Scan the records for lines with the string "buttons". Say how many there are, and add nothing.

§ **Provided entries**
━━━━━━
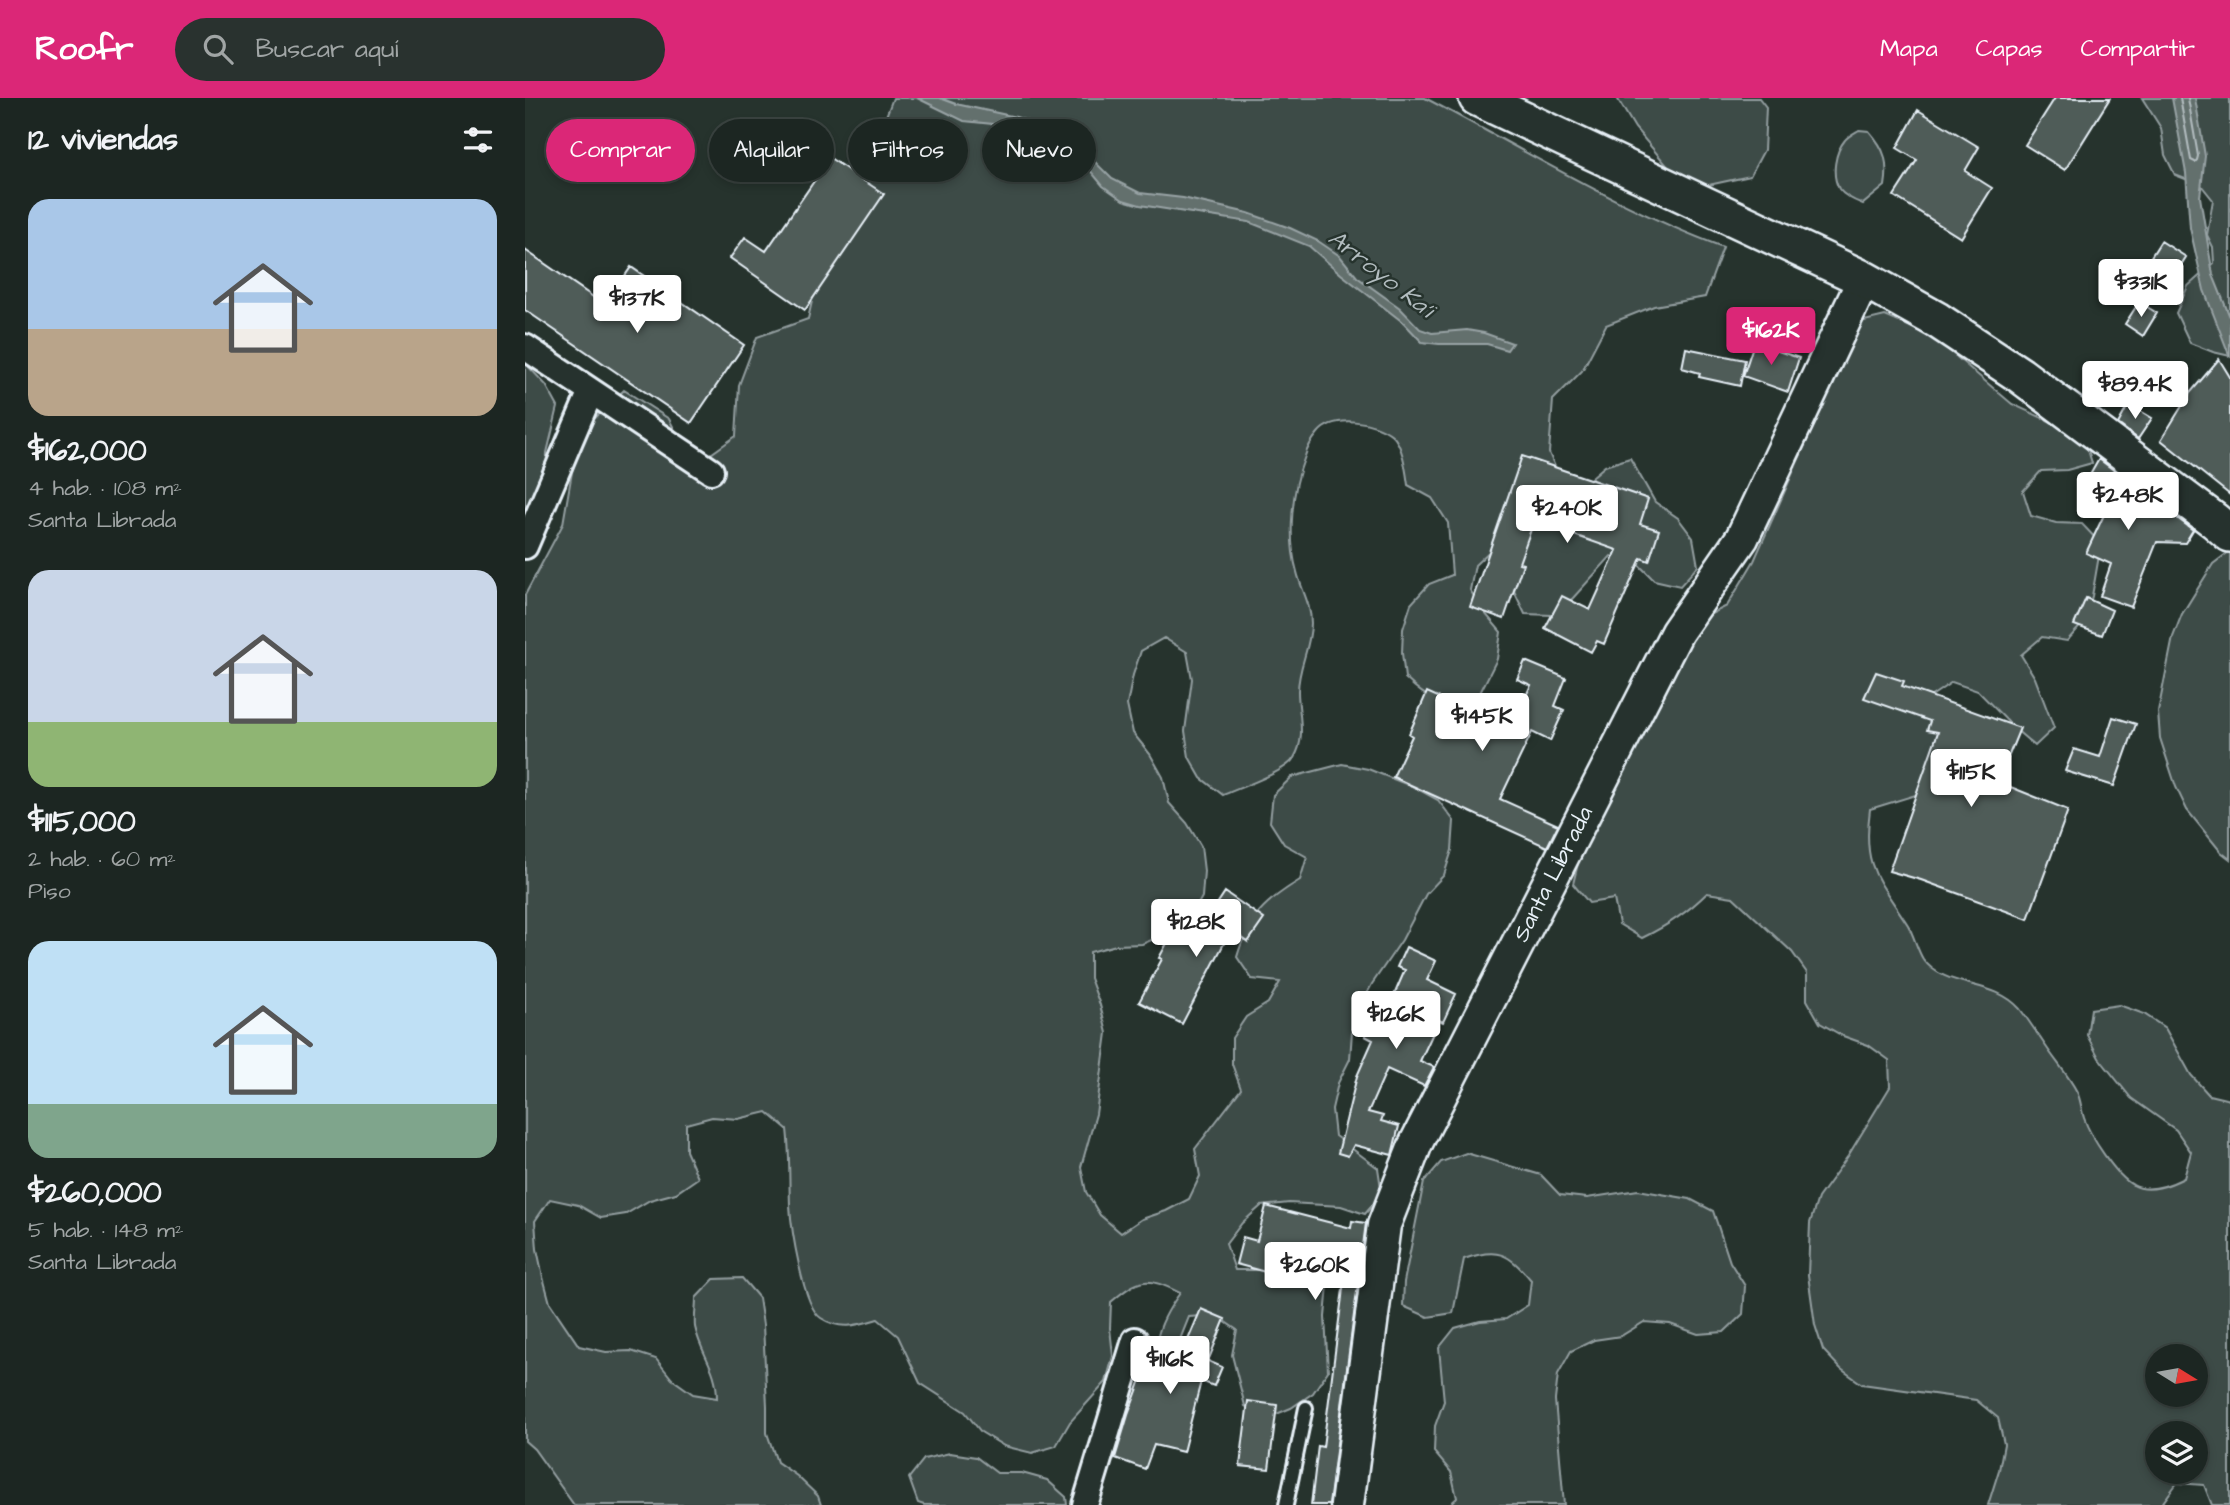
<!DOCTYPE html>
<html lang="es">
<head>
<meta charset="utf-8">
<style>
  :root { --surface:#1c2622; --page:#29322f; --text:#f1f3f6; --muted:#a0a5a5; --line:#3a4340; --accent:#db2777 }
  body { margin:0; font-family:"Architects Daughter",sans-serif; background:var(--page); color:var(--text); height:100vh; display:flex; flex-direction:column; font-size:26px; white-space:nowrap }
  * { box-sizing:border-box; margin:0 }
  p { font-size:23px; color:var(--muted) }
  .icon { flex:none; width:38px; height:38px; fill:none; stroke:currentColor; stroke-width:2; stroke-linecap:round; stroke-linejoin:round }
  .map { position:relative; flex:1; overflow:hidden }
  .drawer { display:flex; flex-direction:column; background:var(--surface); width:525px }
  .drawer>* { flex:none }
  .guide { position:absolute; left:21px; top:21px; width:665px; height:63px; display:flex; gap:14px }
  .needle { width:46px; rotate:101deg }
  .buttons { position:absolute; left:1620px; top:1246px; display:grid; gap:14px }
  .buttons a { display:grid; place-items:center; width:63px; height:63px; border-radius:50%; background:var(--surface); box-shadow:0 4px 10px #0003,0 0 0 2px var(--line); font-size:35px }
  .price { position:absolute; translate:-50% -60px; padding:0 16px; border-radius:7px; background:#fff; color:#222; font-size:23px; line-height:46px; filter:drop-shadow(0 2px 4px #0008) }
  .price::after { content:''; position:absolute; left:50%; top:42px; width:21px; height:16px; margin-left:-10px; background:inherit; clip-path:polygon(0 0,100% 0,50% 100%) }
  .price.active { background:var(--accent); color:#fff }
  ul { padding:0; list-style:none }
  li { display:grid; align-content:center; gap:14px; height:371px; padding:0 28px }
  li span { display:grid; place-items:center; height:217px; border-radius:21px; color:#555 }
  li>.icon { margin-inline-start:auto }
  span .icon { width:126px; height:126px; fill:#fffc; stroke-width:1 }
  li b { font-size:30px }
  h2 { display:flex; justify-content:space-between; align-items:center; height:84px; padding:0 28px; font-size:30px }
  .chip { padding:0 24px; border-radius:32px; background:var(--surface); box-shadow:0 4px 10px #0003,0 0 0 2px var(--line); font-size:24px; line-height:63px }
  .chip.active { background:var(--accent); color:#fff }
  header { display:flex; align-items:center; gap:42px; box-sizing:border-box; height:98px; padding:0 35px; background:var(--accent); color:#fff }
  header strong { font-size:33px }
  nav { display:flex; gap:38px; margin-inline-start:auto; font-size:24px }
  .search { width:490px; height:63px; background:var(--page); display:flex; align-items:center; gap:18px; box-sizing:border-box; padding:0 24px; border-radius:38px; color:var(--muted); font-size:26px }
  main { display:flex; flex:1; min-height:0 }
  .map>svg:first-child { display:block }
</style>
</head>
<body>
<header>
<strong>Roofr</strong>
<div class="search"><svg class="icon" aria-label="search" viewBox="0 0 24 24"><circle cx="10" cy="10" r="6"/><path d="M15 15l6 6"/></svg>Buscar aquí</div>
<nav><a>Mapa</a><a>Capas</a><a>Compartir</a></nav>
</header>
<main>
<section class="drawer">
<h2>12 viviendas<svg class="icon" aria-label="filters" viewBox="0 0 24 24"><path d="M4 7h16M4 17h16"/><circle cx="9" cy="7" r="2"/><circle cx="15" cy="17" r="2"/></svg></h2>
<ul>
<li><span style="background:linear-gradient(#a9c7e8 60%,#b9a48a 0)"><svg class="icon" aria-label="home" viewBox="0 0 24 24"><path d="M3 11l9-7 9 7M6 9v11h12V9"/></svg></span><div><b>$162,000</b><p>4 hab. · 108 m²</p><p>Santa Librada</p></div></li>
<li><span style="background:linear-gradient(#c9d6e8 70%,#8fb573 0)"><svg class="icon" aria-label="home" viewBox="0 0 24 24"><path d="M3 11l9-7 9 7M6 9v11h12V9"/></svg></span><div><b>$115,000</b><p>2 hab. · 60 m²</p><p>Piso</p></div></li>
<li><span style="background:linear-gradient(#bfe0f5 75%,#7fa58c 0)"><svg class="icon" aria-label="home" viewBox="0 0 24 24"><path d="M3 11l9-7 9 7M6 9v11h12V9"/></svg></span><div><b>$260,000</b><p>5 hab. · 148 m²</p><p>Santa Librada</p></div></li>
</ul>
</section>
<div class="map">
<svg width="1705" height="1407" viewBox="0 0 1705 1407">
  <rect width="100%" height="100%" fill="#26332d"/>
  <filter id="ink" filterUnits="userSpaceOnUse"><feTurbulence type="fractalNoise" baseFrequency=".0143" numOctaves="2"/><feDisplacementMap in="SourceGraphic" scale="14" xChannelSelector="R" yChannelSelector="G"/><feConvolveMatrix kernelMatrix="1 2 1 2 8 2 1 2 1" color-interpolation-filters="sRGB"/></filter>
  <g filter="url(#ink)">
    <!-- green -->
    <path fill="#3e4b47" stroke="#939ea0" stroke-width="2" fill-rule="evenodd" d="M368,0H900C998,51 1094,111 1198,149L1180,199L1129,208L1081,227L1057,273L1028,302L1024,355L1034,378L1060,385L1080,368L1105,360L1130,404L1153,420L1168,440L1173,468L1155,488L1129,482L1111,464L1086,458L1048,500L1027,517L1000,516L989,493L987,468L969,449L950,467L945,492L959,514L976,534L972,561L948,609C914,606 905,604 880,580L877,555L878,531L886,506L904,486L927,477L923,425L907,400L883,387C881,373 878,347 867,337C850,323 809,316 793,335C788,341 782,351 780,358C767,391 762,439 772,474C776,491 786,506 786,525C786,549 773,569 773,593C773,615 782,639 769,660C761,674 714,690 698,697L676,680L664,659L660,633L667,581L662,554L639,540L616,553L608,577L602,607L608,635L625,656L638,679L644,705L662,725L676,748L679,773L677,799L664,822L641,836L617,846L591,847L565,854V880L575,907L582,935L571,1016L556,1069L561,1094L575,1117L596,1135L617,1121L641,1113L664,1101L675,1078L670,1051L716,991L707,966V940L721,919L743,905L755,884L727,881L712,859C724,818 739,804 775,782L782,759L759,746L745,724L748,697L767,679L817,666L843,671L891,690L913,702L929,723L927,752L919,777L901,796L877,842L847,886L835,909L827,934L825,961L813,985L807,1011L810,1038L853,1070L857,1096L840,1116L816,1108L764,1105L736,1108L717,1125L701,1146L710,1172H736L782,1152L805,1166L800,1219L803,1273L788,1295L766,1310L742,1320L720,1308L707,1257L712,1232L690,1217L664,1219L654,1244L652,1272L635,1292C626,1251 630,1229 655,1195C622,1178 614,1180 586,1204L585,1230L588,1258L581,1284L545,1324L531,1348L507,1355L479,1348L456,1334L440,1314L395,1285L373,1238L353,1221C333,1227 316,1233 296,1220C278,1209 266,1129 265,1107C264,1081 265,1056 262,1031L242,1014L213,1021L187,1019L161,1026V1053L173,1080L151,1095L125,1102L101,1116L76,1120L53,1107L25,1101L10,1123L12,1151L18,1179L25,1205L54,1248L81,1254L106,1253L131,1261L147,1281L168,1296L192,1300C192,1270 176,1257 170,1229C169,1220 171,1209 171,1200L189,1181L217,1180L234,1200L238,1227L242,1308V1335L252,1364L272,1378L293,1398L296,1407H49L9,1351L0,1343V497L38,426L47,374L62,328L99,292L144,321L169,368L211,338L214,287L232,239L283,221L294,172L312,125L345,84L355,34Z
      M1092,0H1234L1241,9L1239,52L1225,78L1170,90L1150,77L1110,30Z
      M1617,0H1705V258L1688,254L1665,245L1651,215L1663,188L1689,165L1688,149L1682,137L1688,102L1676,87L1650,77L1640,57L1636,30Z
      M1334,32L1344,33C1360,51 1364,64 1360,88L1338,106C1330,103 1319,98 1314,91C1306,76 1310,54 1320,42C1323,38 1329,35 1334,32Z
      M1360,218L1407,238L1487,306L1559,339L1567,365L1542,372L1516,373L1498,393L1506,418L1531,425L1557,426L1576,446L1567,498L1560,523L1542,543L1517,539L1496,557L1510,580L1529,630L1510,648L1490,631L1453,593L1427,584L1405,599L1429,645L1394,696L1345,711C1337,771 1353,780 1383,827C1389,838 1392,851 1398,861C1420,892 1468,880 1495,911C1505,924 1513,937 1522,950C1532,965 1544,978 1552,994C1556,1002 1556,1011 1559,1020C1565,1038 1591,1078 1608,1087C1624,1096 1645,1087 1659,1080L1666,1054L1651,1032L1606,1000L1574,960L1562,937L1566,911L1594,907L1619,916L1640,930L1666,977L1684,997L1705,1002V1407H1687L1679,1387L1652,1385L1636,1407H1463L1474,1372L1479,1346L1473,1320L1451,1302L1337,1286L1316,1271L1298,1252L1290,1227L1283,1177L1285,1125L1293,1100L1323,1058L1365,989L1364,962L1343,947L1318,938L1295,925L1282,902V875L1267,854L1208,799L1182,795C1162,815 1142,828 1117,840L1094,826L1089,801L1064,805L1048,786L1060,737L1103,639L1180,519L1202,508L1229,463L1281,345L1290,319L1335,224ZM1633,1258H1671V1297H1633ZM1633,1335H1671V1374H1633Z
      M0,265L21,287L33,309L22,355L21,378L0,431Z
      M1705,453V761L1696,754L1662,712L1651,689L1635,640L1633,614L1648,539L1657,516L1688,466Z
      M941,1055L1016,1077L1035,1097L1062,1100L1113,1092L1165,1101L1188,1113L1205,1164L1220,1188L1218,1216L1199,1234L1173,1236L1145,1226L1119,1224L1096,1238L1069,1242L1046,1253L1033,1276L1030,1302L1039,1407H924L932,1400L926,1374L909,1354L910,1328L919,1303L914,1250L930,1230L955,1223L981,1221L1003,1207L1006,1182C983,1155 973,1149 939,1161L928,1215L903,1219L878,1208L879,1184L899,1084L916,1064Z
      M425,1355L451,1359L472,1375H497L522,1382L541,1399L542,1407H399L393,1405L384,1380L399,1361Z"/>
    <!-- water -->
    <path fill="#636f6d" stroke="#98a3a5" stroke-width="2" d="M392,0H415L431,6L491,19L533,34L547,41L587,81L615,95L658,100L723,115L765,130L793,143L815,158L832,179L875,210L895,231L907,235L942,232L959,235L987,245L982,252L962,246H914L897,244L879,225L816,176L784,148L724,124L615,107L598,102L578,88L564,71L533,43L503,37L487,28L439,23Z
      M1647,0H1670L1680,58L1675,99L1688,177L1705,219V259L1679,192L1665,130L1661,75Z"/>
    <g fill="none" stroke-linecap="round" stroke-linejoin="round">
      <!-- shore -->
      <path stroke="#b3bdc0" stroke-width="2" d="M1655,0L1666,62L1670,64L1672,62L1673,58L1663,0"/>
    </g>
    <!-- building -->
    <path fill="#505c59" stroke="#e8f1f8" stroke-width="2" d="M1530,0H1585L1540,72L1500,47Z
      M1393,12L1454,49L1440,73L1467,90L1436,140L1369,98L1392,62L1372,50Z
      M305,60L359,96L280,212L205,160L220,139L241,153Z
      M1636,143L1661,159L1647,181L1622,165Z
      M0,152L80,207L106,169L219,247L166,325L0,212Z
      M1614,204L1632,215L1618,238L1600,226Z
      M1229,245L1274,260L1263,294L1218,278Z
      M1161,250L1220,262L1215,288L1174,279L1175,275L1157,270Z
      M1694,261L1705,279V397L1636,342L1665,295Z
      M1604,306L1627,320L1613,341L1593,326Z
      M997,358L1123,401L1115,426L1134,432L1124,463L1116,460L1079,546L1072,543L1066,554L1020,530L1037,498L1065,512L1092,452L1009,423L994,465L998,466L979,521L945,509Z
      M1574,361L1668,432L1660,445L1632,444L1606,509L1575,498L1586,466L1561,455L1585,404L1556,393Z
      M1561,500L1587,512L1577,537L1549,527Z
      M1000,563L1041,580L1030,608L1039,612L1025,643L1007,634L975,701L1033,727L1022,749L868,679L887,638L884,636L902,594L946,614L949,608L988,626L1006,587L992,581Z
      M1351,574L1379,583L1377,588L1495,630L1473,684L1543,712L1503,821L1396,782L1364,773L1413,634L1402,632L1405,623L1339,600Z
      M1588,619L1611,626L1589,688L1540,673L1549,651L1575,659Z
      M700,794L739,821L723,844L706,832L657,926L614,904L637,861L634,860L648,834L667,844Z
      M881,849L911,863L902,882L931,896L918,924L914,922L895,963L909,969L899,988L862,971L843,1014L858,1018L856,1023L874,1028L867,1057L829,1047L823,1058L813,1055L832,978L848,942L840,938L854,907L863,911L880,872L872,869Z
      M741,1108L826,1130L827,1123L841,1125L804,1407H786L793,1348L798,1349L821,1167L770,1153L762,1180L711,1166L718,1139L732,1143Z
      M676,1211L700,1221L683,1263L697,1269L689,1288L676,1283L658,1354L629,1347L620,1371L590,1360L603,1317L623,1263L650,1273Z
      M723,1303L752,1307L744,1371L715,1368Z"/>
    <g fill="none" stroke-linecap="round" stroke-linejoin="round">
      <defs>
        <path id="service" d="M761,1407L781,1310"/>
        <path id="minor" d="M0,249L186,373
          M0,448L66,293
          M560,1407L610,1242"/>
        <path id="tertiary" d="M822,1407L859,1127L891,1045L1152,534L1217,440L1339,181"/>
        <path id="secondary" d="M952,0L1339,181L1412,222L1495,277L1690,423L1705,436"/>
      </defs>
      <!-- service casing -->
      <use href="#service" stroke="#e8f1f8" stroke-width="18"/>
      <!-- minor casing -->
      <use href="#minor" stroke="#e8f1f8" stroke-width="30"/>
      <!-- tertiary casing -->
      <use href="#tertiary" stroke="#e8f1f8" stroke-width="37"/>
      <!-- secondary casing -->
      <use href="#secondary" stroke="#e8f1f8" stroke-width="40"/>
      <!-- service -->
      <use href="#service" stroke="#26332d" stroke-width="12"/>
      <!-- minor -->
      <use href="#minor" stroke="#26332d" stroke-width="24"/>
      <!-- tertiary -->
      <use href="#tertiary" stroke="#26332d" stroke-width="32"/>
      <!-- secondary -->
      <use href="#secondary" stroke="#26332d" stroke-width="35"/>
    </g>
  </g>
  <g text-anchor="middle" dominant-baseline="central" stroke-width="5" stroke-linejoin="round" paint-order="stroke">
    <!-- street labels -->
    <g font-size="23" fill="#e8f1f8" stroke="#26332d">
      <text transform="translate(1028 776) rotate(-63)">Santa Librada</text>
    </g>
    <!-- water labels -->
    <g font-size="24" font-style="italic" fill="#b3bdc0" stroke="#26332d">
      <text transform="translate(856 176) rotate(38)">Arroyo Ka'i</text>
    </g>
  </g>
</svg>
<div class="buttons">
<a><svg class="needle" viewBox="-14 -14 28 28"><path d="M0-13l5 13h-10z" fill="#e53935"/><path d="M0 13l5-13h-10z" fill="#a0a5a5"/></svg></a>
<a><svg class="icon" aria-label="layers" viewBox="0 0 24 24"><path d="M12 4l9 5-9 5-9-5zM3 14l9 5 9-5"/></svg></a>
</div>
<b class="price" style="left:1616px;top:221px">$331K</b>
<b class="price" style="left:112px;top:237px">$137K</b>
<b class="price active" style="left:1246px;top:269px">$162K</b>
<b class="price" style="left:1610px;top:323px">$89.4K</b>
<b class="price" style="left:1603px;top:434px">$248K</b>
<b class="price" style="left:1042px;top:447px">$240K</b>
<b class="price" style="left:957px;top:655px">$145K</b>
<b class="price" style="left:1446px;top:711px">$115K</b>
<b class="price" style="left:671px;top:861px">$128K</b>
<b class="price" style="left:871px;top:953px">$126K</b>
<b class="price" style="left:790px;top:1204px">$260K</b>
<b class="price" style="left:645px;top:1298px">$116K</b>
<div class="guide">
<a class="chip active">Comprar</a>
<a class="chip">Alquilar</a>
<a class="chip">Filtros</a>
<a class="chip">Nuevo</a>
</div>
</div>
</main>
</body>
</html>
━━━━━━
§ **Expected output**
3